The United Nations describes International Women's Day celebrated on 8 March of every year as a commemoration of "the story of ordinary women as makers of history". Al-Ahram Weekly takes the occasion to reflect on the progress made in the battle to emancipate woman kind
A feminist pickle
Dena Rashed attends an International Women's Day ceremony in Cairo
One question posed by the principal speaker turned a potentially droll Women's Day event organised by the regional office of the Canadian International Development Research Centre (IDRC) into an occasion for heated, even belligerent sparring. How, asked Marnia Lazraq, professor of sociology at Hunter College and the Graduate Center of the City University of New York, can the Egyptian Constitution uphold gender equality while at the same time referring to Shari'a (Islamic jurisprudence) as the principal source of legislation in matters personal and domestic?
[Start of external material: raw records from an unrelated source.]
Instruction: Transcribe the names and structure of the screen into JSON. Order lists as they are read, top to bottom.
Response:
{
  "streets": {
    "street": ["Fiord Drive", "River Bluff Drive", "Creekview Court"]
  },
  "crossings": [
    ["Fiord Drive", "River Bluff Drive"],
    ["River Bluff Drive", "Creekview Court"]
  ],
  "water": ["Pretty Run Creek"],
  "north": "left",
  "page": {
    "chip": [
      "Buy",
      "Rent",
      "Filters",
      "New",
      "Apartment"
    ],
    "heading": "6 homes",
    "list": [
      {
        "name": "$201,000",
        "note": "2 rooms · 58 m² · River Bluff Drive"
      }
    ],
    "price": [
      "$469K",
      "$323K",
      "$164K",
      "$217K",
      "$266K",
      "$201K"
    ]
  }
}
Based on her research paper, Political Liberalisation, Islamism and Feminism in Algeria, Egypt, and Jordan, the speech was the centrepiece of an event organised to highlight progress in implementing the Beijing platform in the Middle East; the theme, in accordance with the upcoming United Nations Research Institute for Social Development Review Report for Beijing plus 10, was "Gender and Development: 10 years after Beijing".
Lazraq, who has published extensively on development, human rights, cultural movements, gender and Algerian colonial history, has also served as a consultant on gender issues for UNDP and World Bank gender coordinator for Europe and Central Asia. She is the founding director of the Association for Research and Algerian Women and Cultural Change (ARAWOC).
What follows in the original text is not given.